Le secret professionnel peut en effet être un paravent qui pourrait être utilisé non pour protéger, mais pour dissimuler, mais il en est ainsi de la défense des intérêts d’un client que cela soit en matière pénale ou dans les domaines du droit des affaires. Maintenant les dérives d’usage de certains ne doivent pas entrainer une réflexion, qui sous couvert d’efficacité ou d’amélioration, s’avérerait pénalisante pour tous et, indirectement, saperait les fondements de la raison d’être d’une profession.

Soyons lucide, dans le contexte actuel, non pas sanitaire, mais des conséquences de cette crise dans l’opinion publique, à savoir : prolifération des thèses  « complotistes », déficit de confiance du politique, diffusion des hypothèses saugrenues, craintes apocalyptiques relayées à foison, poussées des extrémismes politiques qui sont autant de nuées transformant toute idée gouvernementale en atteinte aux libertés ou tout changement d’orientation en preuve d’incompétence.

Dans ce contexte, et si l’on est sensible à la notion de démocratie, l’État de droit est un rempart dont on ne peut pas se passer. Or, le secret professionnel est un chemin de ronde de cet État de droit. Il permet d’en surveiller les accès et les points de faiblesse, de contrer des tentations arbitraires et des pulsions de remise en cause. Il assure la défense de tout à chacun dans les meilleures conditions et dans le respect des lois.

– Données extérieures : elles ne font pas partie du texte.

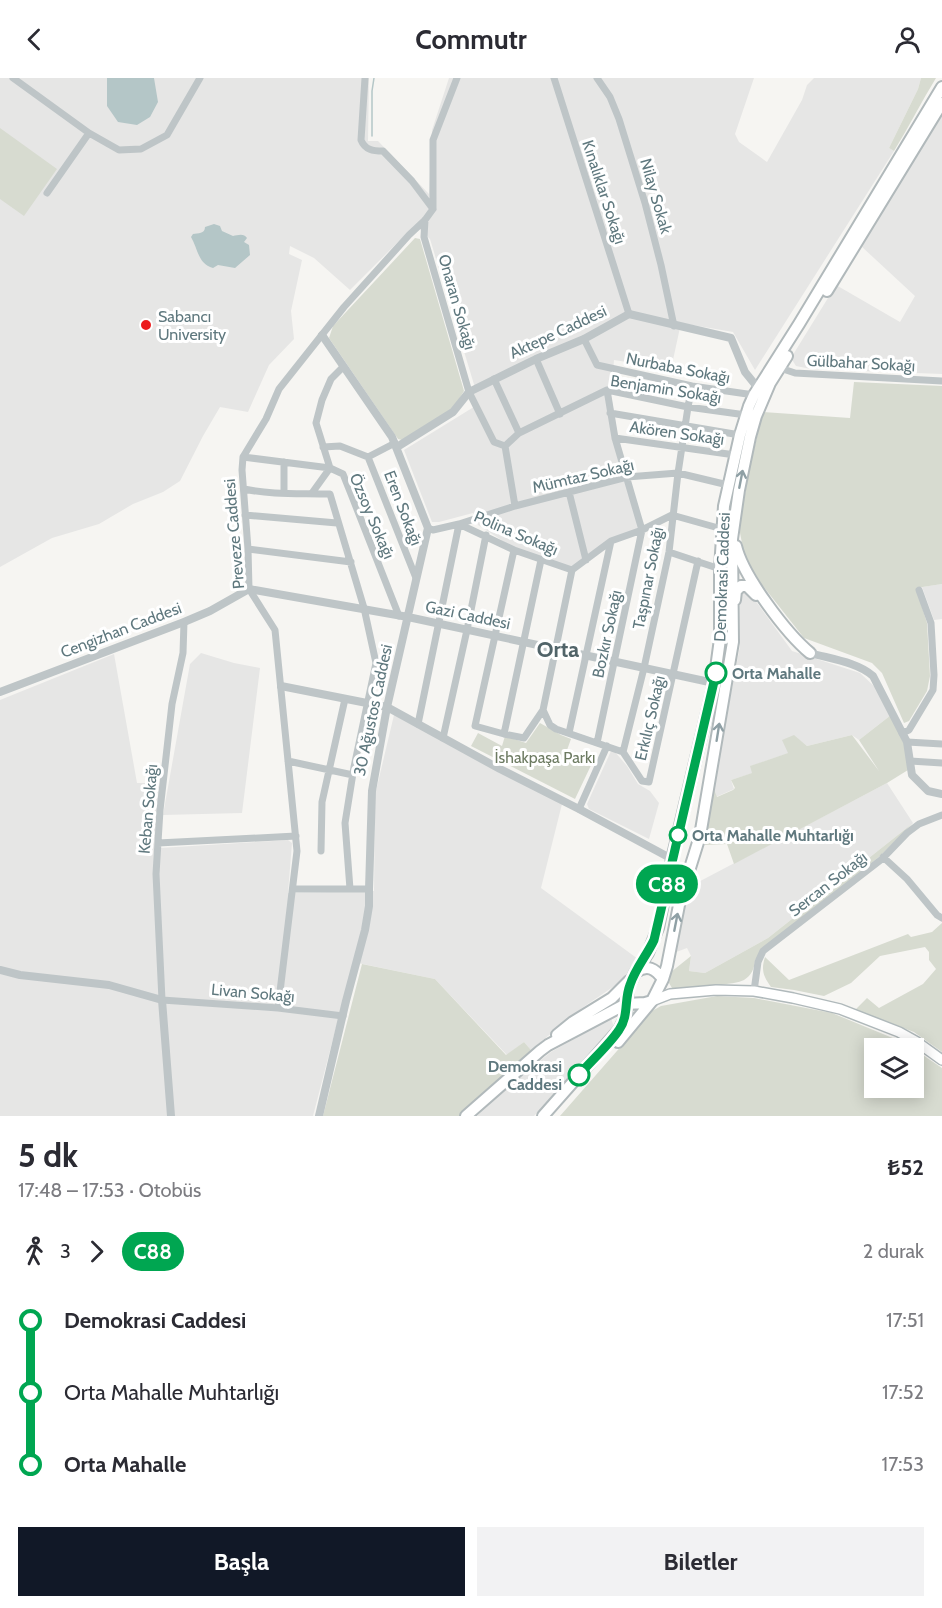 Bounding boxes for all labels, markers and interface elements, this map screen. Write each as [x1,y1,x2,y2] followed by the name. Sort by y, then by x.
[18,23,51,56] icon: back
[415,23,527,56] text: Commutr
[891,23,924,56] icon: person
[578,138,630,246] street label: Kınalıklar Sokağı
[636,156,676,237] street label: Nilay Sokak
[434,252,480,352] street label: Onaran Sokağı
[507,301,609,363] street label: Aktepe Caddesi
[158,307,226,344] place label: Sabancı University
[139,318,153,332] marker: Sabancı University
[624,349,732,387] street label: Nurbaba Sokağı
[806,351,916,375] street label: Gülbahar Sokağı
[609,371,723,407] street label: Benjamin Sokağı
[628,417,726,449] street label: Akören Sokağı
[530,455,636,497] street label: Mümtaz Sokağı
[380,468,426,548] street label: Eren Sokağı
[736,469,747,489] one-way arrow
[345,470,399,562] street label: Özsoy Sokağı
[220,478,248,590] street label: Preveze Caddesi
[471,507,561,559] street label: Polina Sokağı
[710,512,734,642] street label: Demokrasi Caddesi
[629,525,667,631] street label: Taşpınar Sokağı
[588,588,626,680] street label: Bozkır Sokağı
[424,597,512,633] street label: Gazi Caddesi
[58,598,184,662] street label: Cengizhan Caddesi
[537,636,579,663] district label: Orta
[350,642,396,778] street label: 30 Ağustos Caddesi
[705,662,727,684] marker: Orta Mahalle
[732,664,821,683] place label: Orta Mahalle
[631,674,669,762] street label: Erkılıç Sokağı
[712,723,723,743] one-way arrow
[495,748,595,767] park label: İshakpaşa Parkı
[135,763,161,855] street label: Keban Sokağı
[669,826,687,844] marker: Orta Mahalle Muhtarlığı
[692,826,854,845] place label: Orta Mahalle Muhtarlığı
[785,848,871,920] street label: Sercan Sokağı
[632,864,702,904] line badge: C88
[648,872,686,897] text: C88
[671,913,682,933] one-way arrow
[210,980,296,1006] street label: Livan Sokağı
[864,1038,924,1098] map controls
[864,1038,924,1098] button: layers
[488,1057,562,1094] place label: Demokrasi Caddesi
[568,1064,590,1086] marker: Demokrasi Caddesi
[18,1135,78,1175] text: 5 dk
[887,1154,924,1181] text: ₺52
[18,1178,201,1202] text: 17:48 – 17:53 · Otobüs
[18,1235,51,1268] icon: walk
[80,1235,113,1268] icon: forward
[60,1239,71,1263] text: 3
[134,1239,172,1264] text: C88
[863,1239,924,1263] text: 2 durak
[64,1307,246,1334] text: Demokrasi Caddesi
[886,1308,924,1332] text: 17:51
[64,1379,279,1406] text: Orta Mahalle Muhtarlığı
[882,1380,924,1404] text: 17:52
[64,1451,186,1478] text: Orta Mahalle
[882,1452,924,1476] text: 17:53
[18,1527,465,1596] button: Başla
[477,1527,924,1596] button: Biletler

Instiller le sentiment que l’on puisse y toucher, lui donner plusieurs apparences ne peut qu’induire la conviction qu’il est friable et à géométrie variable, que certains seront mieux défendus que d’autres. Il serait difficile d’indiquer plus clairement le sentiment que ce secret dédoublé reviendrait à créer une justice à deux vitesses. Aujourd’hui il n’y aurait pas de meilleure façon d’en convaincre toute une frange de nos concitoyens qui se sentent exclus du système et qui, dès l’année prochaine, pourraient se jeter par dépit, désespoir ou désillusion dans les bras de  partis résolument opposés au pacte social de la Vème République, que l’on est toujours prompte à vilipender, mais qui fonctionne depuis 60 ans.
La théorie du chaos postule qu’un battement d’aile de papillon en Europe pourrait entrainer un tremblement de terre en Asie. Une telle proposition est un battement d’ailes, elle apparait comme légère et sans grande conséquence et pourtant elle peut, par l’écho et l’instrumentalisation politique qui pourrait lui être donnée, au-delà du caractère inexplicable qu’elle revêtira, entrainer des conséquences profondes, durables et peut-être dommageables pour notre État de droit.

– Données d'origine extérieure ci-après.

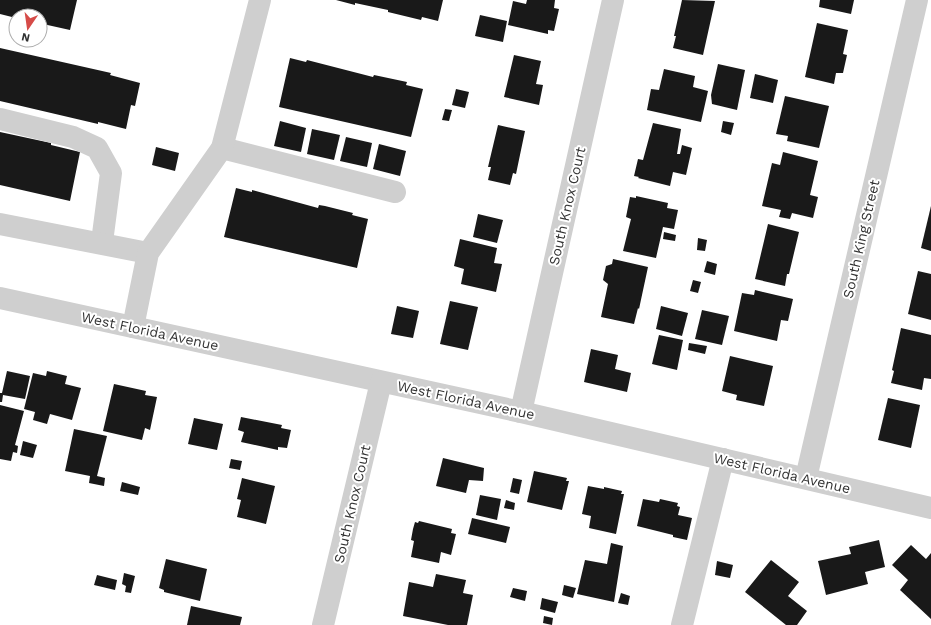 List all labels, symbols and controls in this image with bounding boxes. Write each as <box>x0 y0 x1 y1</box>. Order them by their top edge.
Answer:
north arrow <box>8 8 48 48</box>
text: N <box>20 30 31 45</box>
street label: South Knox Court <box>546 145 588 267</box>
street label: South King Street <box>840 178 882 300</box>
street label: West Florida Avenue <box>80 309 220 353</box>
street label: West Florida Avenue <box>396 378 536 422</box>
street label: South Knox Court <box>331 443 373 565</box>
street label: West Florida Avenue <box>712 449 852 497</box> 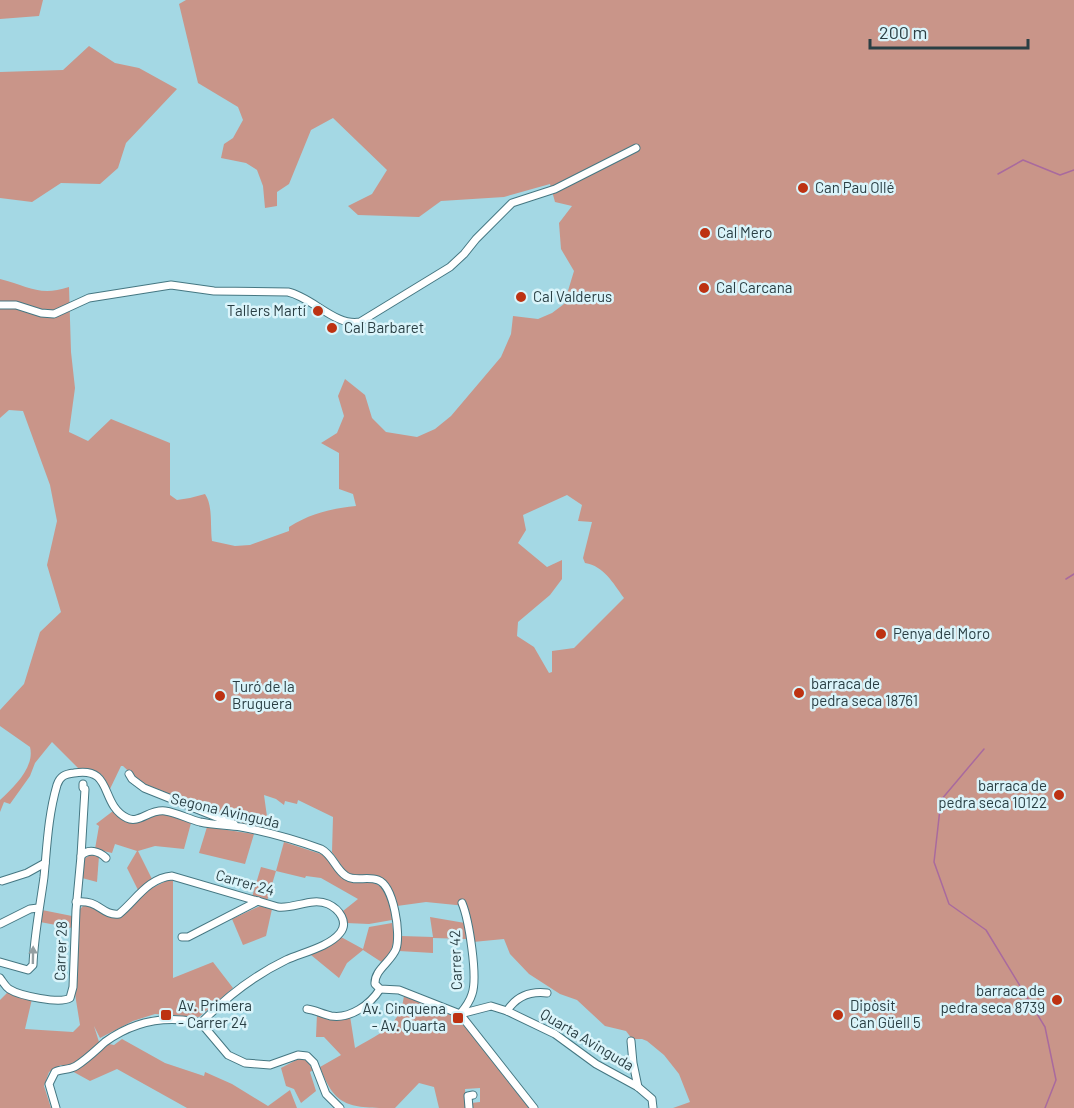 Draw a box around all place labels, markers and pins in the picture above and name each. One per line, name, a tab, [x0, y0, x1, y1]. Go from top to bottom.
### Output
place label: Can Pau Ollé	[815, 178, 895, 196]
marker: Can Pau Ollé	[796, 181, 810, 195]
place label: Cal Mero	[717, 223, 772, 241]
marker: Cal Mero	[698, 226, 712, 240]
place label: Cal Carcana	[716, 278, 792, 296]
marker: Cal Carcana	[697, 281, 711, 295]
place label: Cal Valderus	[533, 287, 612, 305]
marker: Cal Valderus	[514, 290, 528, 304]
place label: Tallers Martí	[227, 301, 306, 319]
marker: Tallers Martí	[311, 304, 325, 318]
place label: Cal Barbaret	[344, 318, 424, 336]
marker: Cal Barbaret	[325, 321, 339, 335]
place label: Penya del Moro	[893, 624, 990, 642]
marker: Penya del Moro	[874, 627, 888, 641]
place label: barraca de pedra seca 18761	[811, 674, 918, 709]
place label: Turó de la Bruguera	[232, 677, 295, 712]
marker: barraca de pedra seca 18761	[792, 686, 806, 700]
marker: Turó de la Bruguera	[213, 689, 227, 703]
place label: barraca de pedra seca 10122	[938, 776, 1047, 811]
marker: barraca de pedra seca 10122	[1052, 788, 1066, 802]
place label: barraca de pedra seca 8739	[940, 981, 1045, 1016]
marker: barraca de pedra seca 8739	[1050, 993, 1064, 1007]
place label: Av. Primera - Carrer 24	[178, 996, 252, 1031]
place label: Dipòsit Can Güell 5	[850, 996, 921, 1031]
place label: Av. Cinquena - Av. Quarta	[363, 999, 446, 1034]
marker: Av. Primera - Carrer 24	[159, 1008, 173, 1022]
marker: Dipòsit Can Güell 5	[831, 1008, 845, 1022]
marker: Av. Cinquena - Av. Quarta	[451, 1011, 465, 1025]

Assurément cela ne doit pas être l’intention du Garde des Sceaux qui étant devenu un politique cherche à laisser une marque de son passage. « Il faut laisser des traces de son passage et non des preuves, car seules les traces font rêver » écrivait René Char, peut-être s’inspirer de cette phrase et ne pas chercher à maladroitement tracer une voie périlleuse. Ou comme notre Garde, avant d’être politique, était avocat lui rappeler, respectueusement, les propos de Grégoire de Nazianze, théologien du IVe siècle « Ne restons pas ce que nous sommes, mais devenons qui nous étions ».